The documentation (in documentation/doc.html) is probably what you want to look 
at. That one explains it. When that one is finished, I  will revamp the readme 
to point to a hosted version of it.

But alas, you are correct: the readme is awful. I need to rewrite it. Regarding 
your comment about :when: every non-binding clause (:when, :break, :unless, 
:final, and :subloop) breaks out a new subloop. I do write about the results in 
the text following the code blocks - which I should also change. 


> 
> Would your implementation be portable between various Schemes? That would be
> great!
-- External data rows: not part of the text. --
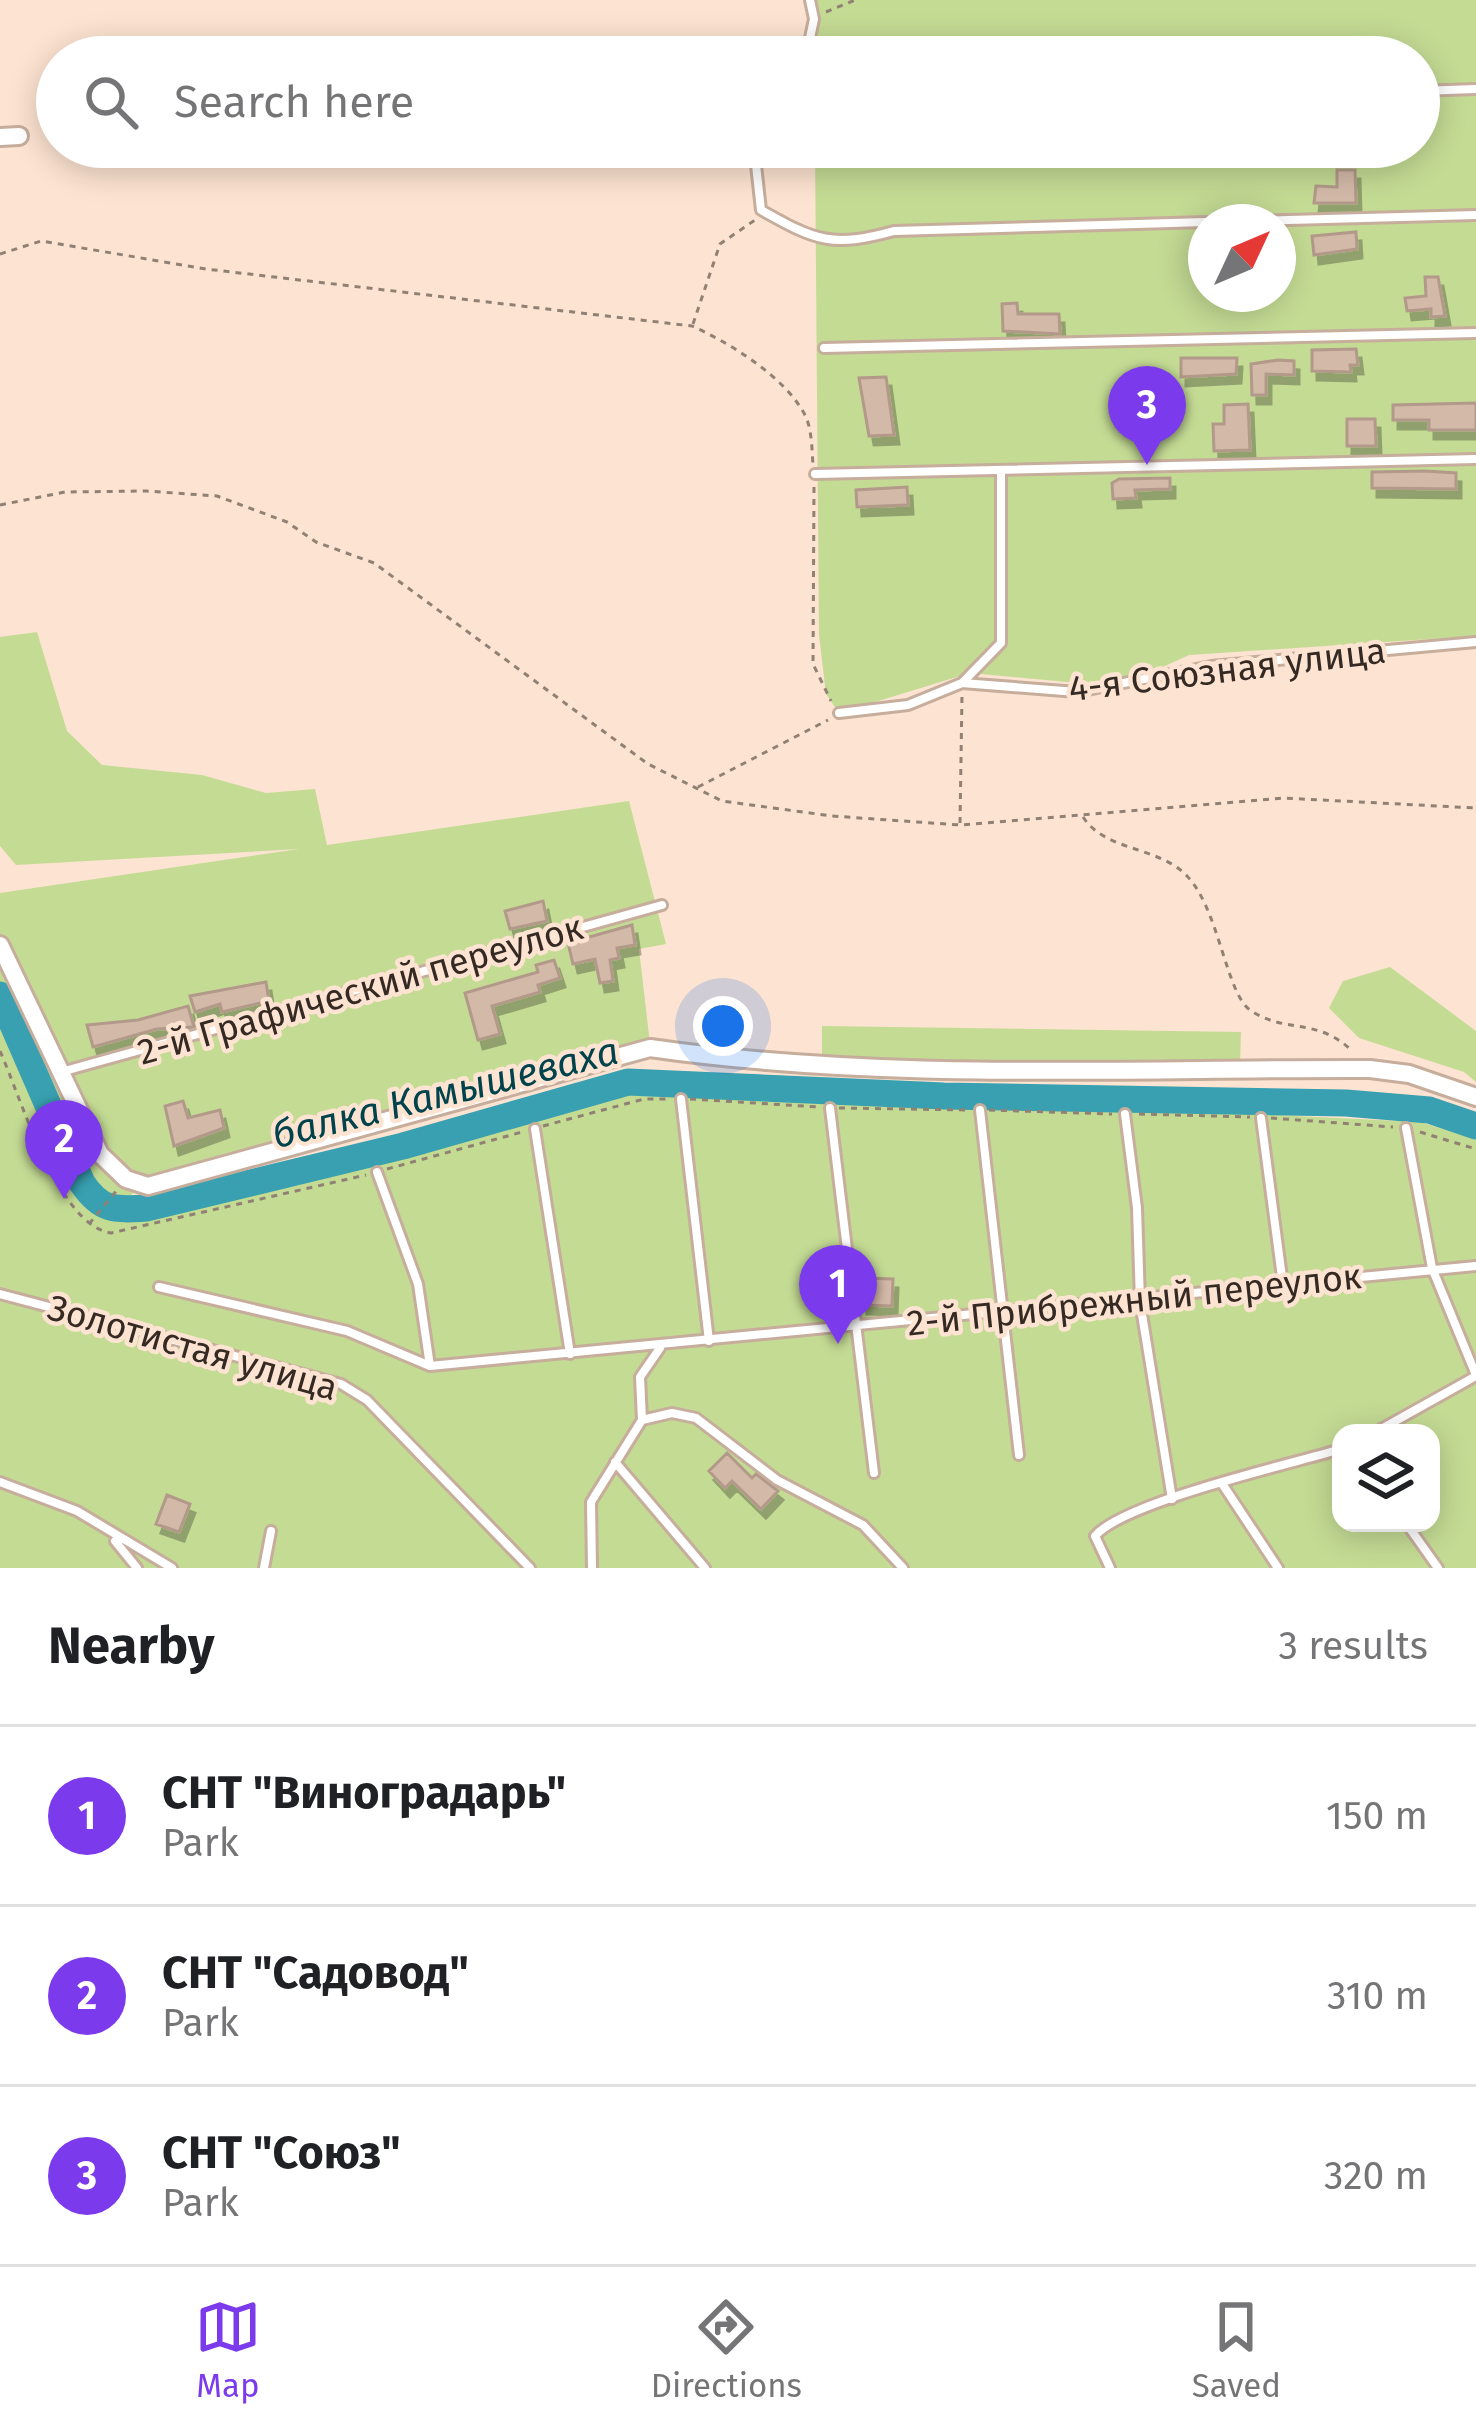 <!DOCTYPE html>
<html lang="en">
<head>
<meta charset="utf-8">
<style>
  body { margin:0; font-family:"Fira Sans",sans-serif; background:#f2f2f2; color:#202124 }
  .controls { position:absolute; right:36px; bottom:36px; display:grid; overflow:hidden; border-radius:24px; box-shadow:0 6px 30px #0003 }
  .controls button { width:108px; height:108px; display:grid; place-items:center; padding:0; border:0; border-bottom:3px solid #e0e0e0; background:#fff; color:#202124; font:60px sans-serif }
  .compass { position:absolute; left:1188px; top:204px; width:108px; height:108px; border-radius:50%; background:#fff; box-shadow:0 6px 30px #0003; rotate:46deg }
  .you { position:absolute; left:723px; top:1026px; width:42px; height:42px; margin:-30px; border:9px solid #fff; border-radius:50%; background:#1a73e8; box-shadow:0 0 0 18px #1a73e833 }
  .badge { display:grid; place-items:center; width:78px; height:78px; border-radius:50%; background:#7c3aed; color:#fff; font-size:39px; font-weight:700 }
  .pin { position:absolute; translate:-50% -99px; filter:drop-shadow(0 3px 6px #0008) }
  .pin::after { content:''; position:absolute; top:63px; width:42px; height:36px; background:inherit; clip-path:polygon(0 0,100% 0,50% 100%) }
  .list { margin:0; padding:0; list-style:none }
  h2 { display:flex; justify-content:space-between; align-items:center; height:156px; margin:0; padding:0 48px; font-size:51px }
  h2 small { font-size:39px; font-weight:400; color:#757577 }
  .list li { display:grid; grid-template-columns:78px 1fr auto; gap:36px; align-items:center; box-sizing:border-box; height:180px; padding:0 48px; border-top:3px solid #e0e0e0 }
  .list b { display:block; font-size:45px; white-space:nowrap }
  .list p { margin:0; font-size:39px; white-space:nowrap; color:#757577 }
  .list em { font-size:39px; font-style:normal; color:#757577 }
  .icon { flex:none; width:66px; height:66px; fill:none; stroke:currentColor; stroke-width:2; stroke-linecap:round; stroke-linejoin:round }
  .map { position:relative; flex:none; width:1476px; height:1568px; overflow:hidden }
  .search { position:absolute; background:#fff; box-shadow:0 6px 30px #0003; left:36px; right:36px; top:36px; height:132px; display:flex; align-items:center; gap:30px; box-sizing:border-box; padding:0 42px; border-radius:66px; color:#757577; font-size:45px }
  .sheet { height:696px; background:#fff }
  nav { display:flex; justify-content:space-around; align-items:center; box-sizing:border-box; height:168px; border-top:3px solid #e0e0e0; background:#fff; font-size:33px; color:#757577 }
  nav a { display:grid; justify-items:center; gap:6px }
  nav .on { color:#7c3aed }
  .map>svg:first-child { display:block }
  .green { fill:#c4db94; fill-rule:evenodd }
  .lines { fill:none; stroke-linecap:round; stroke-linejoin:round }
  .river { stroke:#38a0b0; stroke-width:27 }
  .building { fill:#d3b9a8; stroke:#b29989; stroke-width:3; filter:url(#shadow) }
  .lane-casing { stroke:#c6ad9c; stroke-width:14 }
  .street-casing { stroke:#c6ad9c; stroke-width:22 }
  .path { stroke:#918074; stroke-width:3; stroke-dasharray:6 6; stroke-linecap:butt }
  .lane { stroke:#fff; stroke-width:8 }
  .street { stroke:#fff; stroke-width:16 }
  .labels { text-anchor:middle; stroke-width:9; stroke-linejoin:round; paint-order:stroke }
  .street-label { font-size:36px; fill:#342a23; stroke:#fde3d1 }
  .water-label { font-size:39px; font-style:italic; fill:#01434c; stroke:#fde3d1 }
</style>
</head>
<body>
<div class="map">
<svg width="1476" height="1568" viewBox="0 0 1476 1568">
  <defs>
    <filter id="shadow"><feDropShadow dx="5" dy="9" stdDeviation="0" flood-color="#0004"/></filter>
  </defs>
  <rect width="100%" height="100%" fill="#fde3d1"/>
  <path class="green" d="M813,0H1476V636L1189,655L1141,677L1078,683L970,673L839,713L826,694L819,635L815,147H1419V57H814ZM1206,222H1278V294H1206Z
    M37,632L67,731L102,765L202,775L266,793L315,789L327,845L629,801L666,944L639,949L650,1044L613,1048L140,1183L117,1215L629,1092L690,1087L1420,1122L1476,1139V1568H0V893L299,849L16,865L0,846V637ZM1341,1433H1431V1523H1341Z
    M1390,967L1476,1031V1082L1464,1072L1359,1038L1329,1008L1343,981Z
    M822,1026L1241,1032L1240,1064L822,1058Z"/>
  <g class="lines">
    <path class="river" d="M0,995L82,1183C101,1211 114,1210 147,1208L403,1146L628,1082L944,1096L1346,1103L1429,1110L1476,1126"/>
  </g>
  <path class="building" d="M1337,170H1355L1356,203H1314L1316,186L1337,187Z
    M1356,232L1357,249L1314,255L1312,236Z
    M1425,277H1438L1445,316L1431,317V309L1407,311L1405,298L1426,296Z
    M1017,303L1018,314H1059L1060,334L1003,331L1002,304Z
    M1356,349L1358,365H1350L1351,372L1312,371V350Z
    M1181,358H1237L1236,374L1181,377Z
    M1278,360L1294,361V375L1266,374V395H1252L1251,364Z
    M886,377L894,435L869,436L859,378Z
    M1476,403V430H1429V420H1393V405Z
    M1248,404L1250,450L1214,451L1213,424H1224V405Z
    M1347,419H1375L1376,446H1347Z
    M1425,471L1456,473V489L1372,488V472Z
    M1170,478V489L1135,490L1136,498L1113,499L1112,483L1119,479Z
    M907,487L908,505L857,507L856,490Z
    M543,901L547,921L510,929L505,911Z
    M632,925L635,945L617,948L619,958L610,960L613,981L600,983L595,959L573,964L568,943Z
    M554,960L560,978L538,985L540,992L492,1006L500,1034L478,1040L465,993L538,972L536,965Z
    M266,982L269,1001L222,1012L220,1004L195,1012L190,996Z
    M188,1006L194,1027L157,1029L93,1047L87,1025L138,1020Z
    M183,1101L188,1118L220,1110L224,1128L174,1146L165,1106Z
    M862,1278L893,1279L892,1306L862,1305Z
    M727,1453L752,1478L756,1474L778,1491L761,1509L732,1481L725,1488L709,1471Z
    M167,1495L190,1504L179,1532L156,1524Z"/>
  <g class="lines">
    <defs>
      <path id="lane" d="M806,57L814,19L810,0
        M1419,91L1476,89
        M754,147L761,210C816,241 832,248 894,231L1206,222
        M1215,222L1476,215
        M824,348L1476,333
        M815,474L1476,459
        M963,682L1001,643V470
        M839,713L908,705L962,683L1077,692L1211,666L1476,642
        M61,1072L662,905
        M681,1099L709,1341
        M830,1108L874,1473
        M980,1110L1019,1455
        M1125,1114L1137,1208L1140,1302L1172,1499
        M1261,1118L1283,1285
        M1406,1128L1432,1268L1476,1375
        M535,1129L570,1354
        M377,1172L418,1284L430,1366
        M159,1287L347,1331L430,1366L1476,1266
        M0,1294L341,1384L367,1400L530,1568
        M642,1420L672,1413L696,1418L777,1480L863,1525L903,1568
        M1374,1433L1476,1376
        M615,1462L705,1568
        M0,1482L77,1511L172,1568
        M1223,1485L1278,1568
        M1406,1523L1438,1568
        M115,1541L137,1568
        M264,1568L271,1531
        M592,1568L591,1502L642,1420L640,1377L660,1348
        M1110,1568L1095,1536C1124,1502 1291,1464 1341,1449"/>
      <path id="street" d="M0,137L19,136
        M0,945L100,1154L126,1179L148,1186L650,1048C887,1082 1131,1068 1370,1069L1409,1074L1476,1097"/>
    </defs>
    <use href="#lane" class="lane-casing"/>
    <use href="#street" class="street-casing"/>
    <path class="path" d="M826,12L855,0
      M0,254L41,241L206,269L692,326C730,343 787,378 806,417C812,431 812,451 813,466
      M693,324L720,244L755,220
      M814,487L813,664L831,701
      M0,505L65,492L146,491L217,496L287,522L316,542L374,563L648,764L722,801L832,816L960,825L1283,798L1476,808
      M698,787L828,720
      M1083,817C1106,852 1159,846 1187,876C1219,909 1226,993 1250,1010C1284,1034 1318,1017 1352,1051
      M960,823L962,695
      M0,1051C21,1098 58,1225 111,1233L366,1175
      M690,1099L818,1107
      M839,1108L968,1110
      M989,1110L1112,1114
      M1139,1114L1250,1117
      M1271,1118L1393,1127
      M543,1126L644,1099H668
      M1420,1132L1476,1149
      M387,1169L522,1132
      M89,1224L117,1190"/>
    <use href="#lane" class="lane"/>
    <use href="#street" class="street"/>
  </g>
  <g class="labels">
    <g class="street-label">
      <text transform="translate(1227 669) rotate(-7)" y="13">4-я Союзная улица</text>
      <text transform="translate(360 989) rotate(-16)" y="13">2-й Графический переулок</text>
      <text transform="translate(1134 1299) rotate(-6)" y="13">2-й Прибрежный переулок</text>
      <text transform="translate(193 1347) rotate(16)" y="13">Золотистая улица</text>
    </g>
    <g class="water-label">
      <text transform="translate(445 1092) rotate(-14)" y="14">балка Камышеваха</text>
    </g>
  </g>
</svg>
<div class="controls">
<button><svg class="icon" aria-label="layers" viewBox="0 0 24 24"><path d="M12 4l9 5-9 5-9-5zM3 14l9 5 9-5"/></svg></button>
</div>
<svg class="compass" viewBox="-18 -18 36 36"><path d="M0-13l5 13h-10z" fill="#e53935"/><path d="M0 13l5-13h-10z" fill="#757577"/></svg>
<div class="you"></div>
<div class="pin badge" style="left:838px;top:1344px">1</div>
<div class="pin badge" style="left:64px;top:1199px">2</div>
<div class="pin badge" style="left:1147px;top:465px">3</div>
<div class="search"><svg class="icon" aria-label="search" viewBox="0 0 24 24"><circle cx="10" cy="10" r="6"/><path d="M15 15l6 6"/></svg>Search here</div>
</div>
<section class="sheet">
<h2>Nearby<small>3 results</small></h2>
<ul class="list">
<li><span class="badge">1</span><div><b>СНТ &quot;Виноградарь&quot;</b><p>Park</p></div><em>150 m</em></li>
<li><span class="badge">2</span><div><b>СНТ &quot;Садовод&quot;</b><p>Park</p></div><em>310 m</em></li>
<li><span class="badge">3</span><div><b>СНТ &quot;Союз&quot;</b><p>Park</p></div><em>320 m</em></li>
</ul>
</section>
<nav>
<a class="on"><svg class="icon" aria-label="map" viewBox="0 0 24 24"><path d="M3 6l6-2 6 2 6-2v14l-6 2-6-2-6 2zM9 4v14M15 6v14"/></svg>Map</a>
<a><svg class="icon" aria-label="directions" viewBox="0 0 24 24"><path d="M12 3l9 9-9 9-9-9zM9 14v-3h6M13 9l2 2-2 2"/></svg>Directions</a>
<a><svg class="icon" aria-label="saved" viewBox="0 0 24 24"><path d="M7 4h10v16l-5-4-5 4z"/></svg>Saved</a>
</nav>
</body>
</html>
One problem I had when migrating my decision tree implementation from
> Racket to GNU Guile was, that I had been using Racket's special for-loop forms
> and that I had to translate those back into named let or others, to get it
> running on GNU Guile. If one could simply load your library in any Scheme that
> fulfills some known and specified set of conditions, one would not need to 
> worry
> about portability of the code as much.

This is indeed portable. The meat of the loop is written in syntax-rules with 
one 10-line syntax-case macro (and some auxiliary procedures). If you want 
racket's for loops I do have an implementation of them for guile somewhere 
online, however this macro can do more things and will be strictly more 
powerful than racket's for loops when it is completely done. It is already more 
powerful, except for some fancy things they can do with their sequence api.

Anyway, if you want to port it to another scheme, you will have to rewrite 
about 70 lines in goof.scm. The files goof-impl.scm and goof/*.scm are all 
portable. What you DO need is a pattern matching macro (I use alex's match.scm).